____ Available records
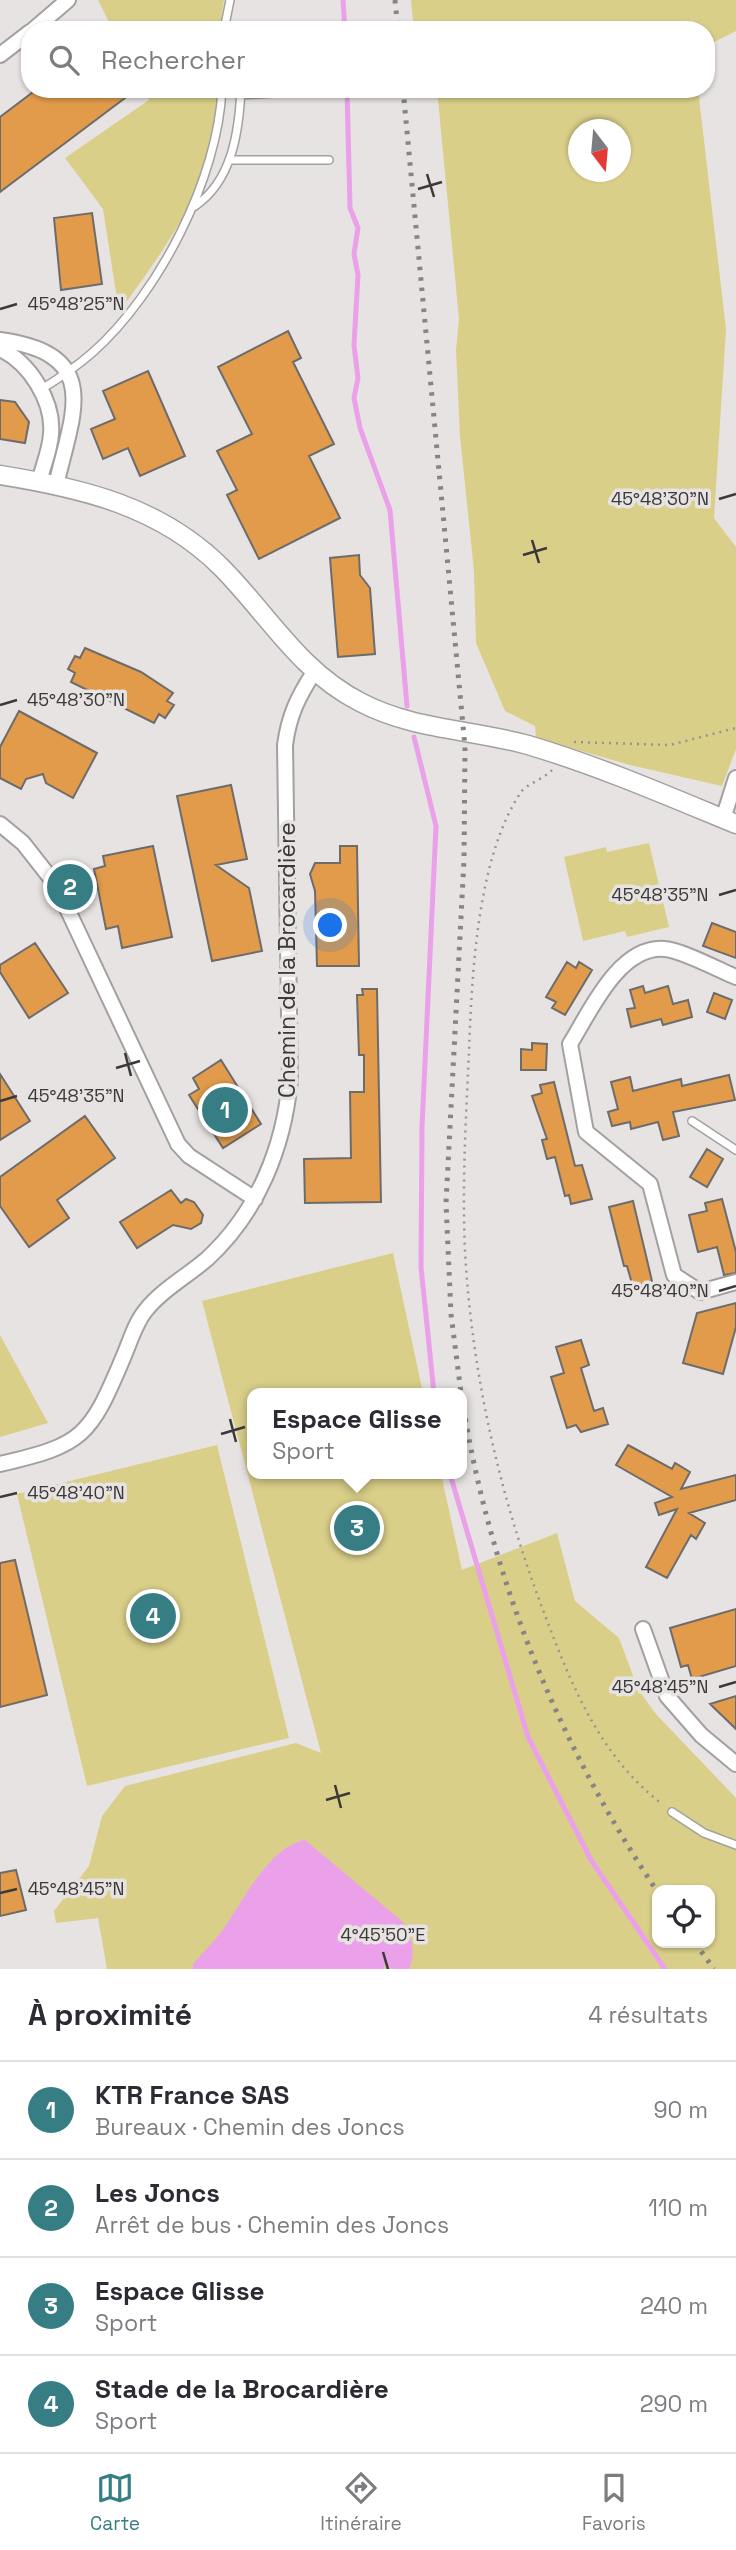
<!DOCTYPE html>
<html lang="fr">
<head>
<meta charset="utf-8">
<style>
	body { margin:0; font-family:"Space Grotesk",sans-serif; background:#f7f7f7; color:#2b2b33 }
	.controls { position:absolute; right:21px; bottom:21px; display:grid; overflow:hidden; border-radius:14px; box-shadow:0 2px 5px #0004 }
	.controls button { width:63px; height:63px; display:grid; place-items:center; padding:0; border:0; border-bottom:2px solid #e1e1e2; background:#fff; color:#2b2b33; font:35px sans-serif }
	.compass { position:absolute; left:568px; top:119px; width:63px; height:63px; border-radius:50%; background:#fff; box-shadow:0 2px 5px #0004; rotate:164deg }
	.you { position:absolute; left:331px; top:926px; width:24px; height:24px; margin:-18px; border:5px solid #fff; border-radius:50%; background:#1a73e8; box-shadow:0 0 0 10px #1a73e833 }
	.badge { display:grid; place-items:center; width:46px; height:46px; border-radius:50%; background:#367e83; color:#fff; font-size:23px; font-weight:700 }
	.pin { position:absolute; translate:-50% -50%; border:4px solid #fff; box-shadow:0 2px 7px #0006 }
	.popup { position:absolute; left:247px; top:1388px; width:220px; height:91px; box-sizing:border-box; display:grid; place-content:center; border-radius:14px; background:#fff; filter:drop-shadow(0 2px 5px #0005); font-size:23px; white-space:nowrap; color:#7c7c81 }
	.popup b { font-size:26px; color:#2b2b33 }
	.popup::after { content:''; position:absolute; left:50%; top:100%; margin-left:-14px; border:14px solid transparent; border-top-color:#fff }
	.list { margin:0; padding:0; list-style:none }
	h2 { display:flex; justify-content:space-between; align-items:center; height:91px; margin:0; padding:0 28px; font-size:30px }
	h2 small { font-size:23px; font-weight:400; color:#7c7c81 }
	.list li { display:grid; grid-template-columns:46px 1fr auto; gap:21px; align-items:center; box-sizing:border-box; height:98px; padding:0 28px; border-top:2px solid #e1e1e2 }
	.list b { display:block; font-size:26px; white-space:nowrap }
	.list p { margin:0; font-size:23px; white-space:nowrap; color:#7c7c81 }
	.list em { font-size:23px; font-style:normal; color:#7c7c81 }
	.icon { flex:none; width:38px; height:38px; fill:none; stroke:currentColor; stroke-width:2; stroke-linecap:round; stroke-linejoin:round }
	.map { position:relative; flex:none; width:736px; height:1969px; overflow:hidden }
	.search { position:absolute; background:#fff; box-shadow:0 2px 5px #0004; left:21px; right:21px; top:21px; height:77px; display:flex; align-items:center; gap:18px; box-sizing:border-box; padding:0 24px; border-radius:28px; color:#7c7c81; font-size:26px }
	.sheet { height:483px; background:#fff }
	nav { display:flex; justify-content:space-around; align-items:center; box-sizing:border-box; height:98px; border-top:2px solid #e1e1e2; background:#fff; font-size:19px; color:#7c7c81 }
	nav a { display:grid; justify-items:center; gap:4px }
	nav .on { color:#367e83 }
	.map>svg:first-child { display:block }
	.green { fill:#d9cf89; fill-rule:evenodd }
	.water { fill:#eaa1ea }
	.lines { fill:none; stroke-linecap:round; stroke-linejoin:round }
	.stream { stroke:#eaa1ea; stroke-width:5 }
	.building { fill:#e19b4a; stroke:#6e6c6a; stroke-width:2 }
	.service-casing { stroke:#a4a09f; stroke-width:10 }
	.minor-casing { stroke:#a4a09f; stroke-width:18 }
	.tertiary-casing { stroke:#a4a09f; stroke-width:21 }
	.path { stroke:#989494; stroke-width:2.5; stroke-dasharray:2 5; stroke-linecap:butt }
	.service { stroke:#fff; stroke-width:7 }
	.minor { stroke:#fff; stroke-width:14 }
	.tertiary { stroke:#fff; stroke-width:18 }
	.rail { stroke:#878484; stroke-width:5; stroke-dasharray:3.5 7; stroke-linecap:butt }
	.ticks { fill:none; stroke:#3a3838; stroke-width:2.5 }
	.labels { text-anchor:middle; stroke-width:7; stroke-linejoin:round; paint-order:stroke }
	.street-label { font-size:23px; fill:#3a3838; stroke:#e7e3e2 }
	.ticks-label { font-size:18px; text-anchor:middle; fill:#3a3838; stroke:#e7e3e2; stroke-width:7; stroke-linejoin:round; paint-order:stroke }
</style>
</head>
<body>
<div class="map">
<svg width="736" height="1969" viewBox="0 0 736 1969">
	<rect width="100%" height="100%" fill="#e7e3e2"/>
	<path class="green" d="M98,0H224L219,30H113Z
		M411,0H736V31L706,46V30H430L429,22H413Z
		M144,89H218L217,98C214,119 213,142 207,163C193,211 149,271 119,312L103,209L65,158L149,100Z
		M437,89H698L726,329L714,518L736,547V749L722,786L630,765L536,738L535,726L505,711L476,643L474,571L460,436L456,350L459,319ZM578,130H620V172H578Z
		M649,843L669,927L627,937L625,931L583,941L564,857L606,847L607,852Z
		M393,1253L423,1393H252V1474H441L462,1570L557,1533L575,1601L619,1638L638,1689L655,1713L736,1798V1969H107L98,1918L56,1923L54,1911L89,1866L102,1816L125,1786L296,1743L321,1753L202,1301ZM657,1890H710V1943H657Z
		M0,1335L48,1423L0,1437Z
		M217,1445L289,1738L87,1786L17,1494Z"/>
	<path class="water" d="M305,1840L404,1923C412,1939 416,1952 409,1969H393L386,1965L383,1969H193V1964C203,1953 213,1942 222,1931C242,1903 268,1847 305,1840Z"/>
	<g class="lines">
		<path class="stream" d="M343,0L345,30
			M347,89L350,208L358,228L354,254L358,275L354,345L358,378L354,398L360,428L390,510L407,706
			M414,737L436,826L422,1127L421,1267L434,1393
			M450,1474L528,1737L591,1860L665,1969"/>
	</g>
	<path class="building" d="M37,89H137L0,192V117Z
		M92,213L102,284L61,290L54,218Z
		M288,331L301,358L293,362L334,444L309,456L340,518L259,559L227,495L237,490L217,451L252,434L218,367Z
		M148,371L185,456L140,476L128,448L103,459L91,429L115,419L103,391Z
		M0,400L15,402L29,422L25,443L0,439Z
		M359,555L360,575L370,588L375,654L338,657L330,558Z
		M85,648L141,672L173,693L167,701L174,705L165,718L159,714L154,723L71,682L75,673L68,669L75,656L80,658Z
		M19,711L97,753L73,798L46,783L43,774L26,779L21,789L0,778V747Z
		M231,785L247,859L216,865L249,888L262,951L212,961L177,796Z
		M153,846L172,937L122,948L118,926L106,929L94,869L105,866L103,856Z
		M340,846H357L359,966H317L315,891L310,874L315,863H340Z
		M712,923L736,932V958L703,946Z
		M35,943L68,993L29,1018L0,972V965Z
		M567,962L576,968L579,962L592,970L565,1015L552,1008L556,1002L546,997Z
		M643,986L645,993L668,986L673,1004L688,1000L692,1017L663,1025L661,1019L631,1027L627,1009L635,1008L630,990Z
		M362,989H377L381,1202L305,1203L304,1159L351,1158L350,1092H364V1055H359L357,995H363Z
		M714,993L732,1000L725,1019L707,1012Z
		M532,1043L547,1044L546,1070H521V1049L532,1050Z
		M221,1060L261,1124L223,1148L189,1095L199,1089L193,1078Z
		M0,1074L30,1121L0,1140Z
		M729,1075L735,1100L673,1112L679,1136L663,1140L658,1122L631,1129L630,1122L612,1126L608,1112L618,1109L611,1082L630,1077L633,1091L681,1079L682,1086Z
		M554,1082L575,1166L582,1165L592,1199L571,1204L569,1195L565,1196L555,1157L547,1159L542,1140L547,1139L532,1096L542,1093L540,1085Z
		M85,1116L115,1158L57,1200L69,1218L29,1247L0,1206V1177Z
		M707,1149L723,1159L707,1187L690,1177Z
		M171,1190L181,1203L186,1199L194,1202L203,1215L201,1223L191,1229L173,1225L137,1248L120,1222Z
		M722,1199L736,1252V1273L724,1275L717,1247L698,1252L689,1215L707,1211L705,1203Z
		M633,1201L652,1281L633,1287L627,1266H624L609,1207Z
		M736,1303V1327L723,1374L683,1363L697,1313Z
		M581,1340L589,1365L581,1368L594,1411L603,1408L608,1424L581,1432L576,1425L567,1428L551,1377L564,1373L556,1347Z
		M628,1445L672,1469L675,1463L690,1472L681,1489L736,1475V1500L689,1513L705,1523L696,1539L691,1535L667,1578L646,1567L677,1509L659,1515L655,1503L672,1497L616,1465Z
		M15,1560L47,1695L0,1707V1563Z
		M736,1609V1666L692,1679L688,1665L681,1667L670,1628Z
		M736,1696V1729L710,1704Z
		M16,1870L26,1910L0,1916V1873Z"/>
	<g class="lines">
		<g class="service-casing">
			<path id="service" d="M224,30L230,0
				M240,95L323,90
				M229,160H329
				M195,206C232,181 239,132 241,89
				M40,390C58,379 76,367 92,353C159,294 218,178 222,89
				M692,1121L736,1150
				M672,1812L704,1833L736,1845"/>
		</g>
		<g class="minor-casing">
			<path id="minor" d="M33,30L68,0
				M0,55L30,32
				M0,340C103,354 73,412 56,485
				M0,349C29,362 54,401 51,434C50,450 43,466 39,482
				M723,819L736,778
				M0,824L23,843L56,885L178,1144L189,1156L255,1199
				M736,977C719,970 681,950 665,949C619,945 590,1012 570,1044L586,1132L650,1184L674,1275L700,1292L736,1282
				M0,1464C84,1445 90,1436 123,1358C130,1342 135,1323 146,1310C162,1290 187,1276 207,1259C258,1212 284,1147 290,1080L285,745C289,715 298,697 314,672
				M643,1629L667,1696L701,1735L736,1764"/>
		</g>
		<g class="tertiary-casing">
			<path id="tertiary" d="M0,475C81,488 160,506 221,567C267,613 299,671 360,702C413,730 471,729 528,745C599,766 668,796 736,824"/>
		</g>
		<path class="path" d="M574,742L670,745L736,728
			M552,770C544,779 528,783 521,792C477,858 472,973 469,1051C466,1117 462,1184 465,1251C472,1377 501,1501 546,1618C573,1689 601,1757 662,1804"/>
		<use href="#service" class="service"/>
		<use href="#minor" class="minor"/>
		<use href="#tertiary" class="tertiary"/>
		<path class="rail" d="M395,0L398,30
			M403,89L465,747L464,860L446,1203L451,1314L461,1393
			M462,1398C489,1574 558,1744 657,1891
			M695,1943L714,1969"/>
	</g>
	<path class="ticks" d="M427,174L434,197M418,189L442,182M0,309L17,304M719,499L736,494M532,540L539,563M523,555L547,548M0,705L17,700M719,895L736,890M125,1053L131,1076M116,1068L140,1061M0,1101L17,1096M719,1291L736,1286M230,1419L236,1442M221,1434L245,1427M0,1497L17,1493M719,1687L736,1682M335,1785L341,1808M326,1800L350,1793M0,1893L17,1889M383,1952L388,1969"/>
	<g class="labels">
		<g class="street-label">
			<text transform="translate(287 960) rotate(-90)" y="8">Chemin de la Brocardière</text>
		</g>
	</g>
	<g class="ticks-label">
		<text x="76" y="310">45°48'25"N</text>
		<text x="660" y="505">45°48'30"N</text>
		<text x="76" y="706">45°48'30"N</text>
		<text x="660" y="901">45°48'35"N</text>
		<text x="76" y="1102">45°48'35"N</text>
		<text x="660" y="1297">45°48'40"N</text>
		<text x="76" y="1499">45°48'40"N</text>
		<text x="660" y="1693">45°48'45"N</text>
		<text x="76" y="1895">45°48'45"N</text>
		<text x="383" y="1941">4°45'50"E</text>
	</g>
</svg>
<div class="controls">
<button><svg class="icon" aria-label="locate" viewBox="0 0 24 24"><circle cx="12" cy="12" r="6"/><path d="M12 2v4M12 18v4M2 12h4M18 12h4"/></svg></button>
</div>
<svg class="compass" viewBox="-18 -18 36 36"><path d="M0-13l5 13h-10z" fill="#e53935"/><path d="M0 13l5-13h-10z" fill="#7c7c81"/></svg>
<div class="you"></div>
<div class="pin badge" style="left:225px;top:1110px">1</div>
<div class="pin badge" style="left:70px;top:887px">2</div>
<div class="pin badge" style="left:357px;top:1528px">3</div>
<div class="popup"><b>Espace Glisse</b>Sport</div>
<div class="pin badge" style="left:153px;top:1616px">4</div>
<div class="search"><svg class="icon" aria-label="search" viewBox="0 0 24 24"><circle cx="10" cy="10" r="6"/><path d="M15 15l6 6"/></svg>Rechercher</div>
</div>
<section class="sheet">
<h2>À proximité<small>4 résultats</small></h2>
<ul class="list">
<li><span class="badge">1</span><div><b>KTR France SAS</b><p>Bureaux · Chemin des Joncs</p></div><em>90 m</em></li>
<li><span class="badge">2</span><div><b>Les Joncs</b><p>Arrêt de bus · Chemin des Joncs</p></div><em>110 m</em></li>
<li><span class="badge">3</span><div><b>Espace Glisse</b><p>Sport</p></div><em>240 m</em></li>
<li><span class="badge">4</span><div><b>Stade de la Brocardière</b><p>Sport</p></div><em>290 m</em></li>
</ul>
</section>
<nav>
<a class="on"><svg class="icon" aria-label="map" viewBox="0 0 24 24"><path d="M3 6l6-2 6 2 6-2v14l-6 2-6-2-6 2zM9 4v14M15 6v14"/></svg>Carte</a>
<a><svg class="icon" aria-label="directions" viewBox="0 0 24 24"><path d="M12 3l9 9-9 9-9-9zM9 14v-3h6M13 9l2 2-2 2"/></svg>Itinéraire</a>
<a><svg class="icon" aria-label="saved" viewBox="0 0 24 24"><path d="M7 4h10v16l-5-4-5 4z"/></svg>Favoris</a>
</nav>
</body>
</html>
________
**Description of the task**
In the listing above, find the line with "position:absolute; right:21px; bottom:21px;" and the line with "font-size:23px; font-weight:400; color:#7c7c81", then print exactly those two lines and every line between them, and nothing more.

**Exercise solution**
	.controls { position:absolute; right:21px; bottom:21px; display:grid; overflow:hidden; border-radius:14px; box-shadow:0 2px 5px #0004 }
	.controls button { width:63px; height:63px; display:grid; place-items:center; padding:0; border:0; border-bottom:2px solid #e1e1e2; background:#fff; color:#2b2b33; font:35px sans-serif }
	.compass { position:absolute; left:568px; top:119px; width:63px; height:63px; border-radius:50%; background:#fff; box-shadow:0 2px 5px #0004; rotate:164deg }
	.you { position:absolute; left:331px; top:926px; width:24px; height:24px; margin:-18px; border:5px solid #fff; border-radius:50%; background:#1a73e8; box-shadow:0 0 0 10px #1a73e833 }
	.badge { display:grid; place-items:center; width:46px; height:46px; border-radius:50%; background:#367e83; color:#fff; font-size:23px; font-weight:700 }
	.pin { position:absolute; translate:-50% -50%; border:4px solid #fff; box-shadow:0 2px 7px #0006 }
	.popup { position:absolute; left:247px; top:1388px; width:220px; height:91px; box-sizing:border-box; display:grid; place-content:center; border-radius:14px; background:#fff; filter:drop-shadow(0 2px 5px #0005); font-size:23px; white-space:nowrap; color:#7c7c81 }
	.popup b { font-size:26px; color:#2b2b33 }
	.popup::after { content:''; position:absolute; left:50%; top:100%; margin-left:-14px; border:14px solid transparent; border-top-color:#fff }
	.list { margin:0; padding:0; list-style:none }
	h2 { display:flex; justify-content:space-between; align-items:center; height:91px; margin:0; padding:0 28px; font-size:30px }
	h2 small { font-size:23px; font-weight:400; color:#7c7c81 }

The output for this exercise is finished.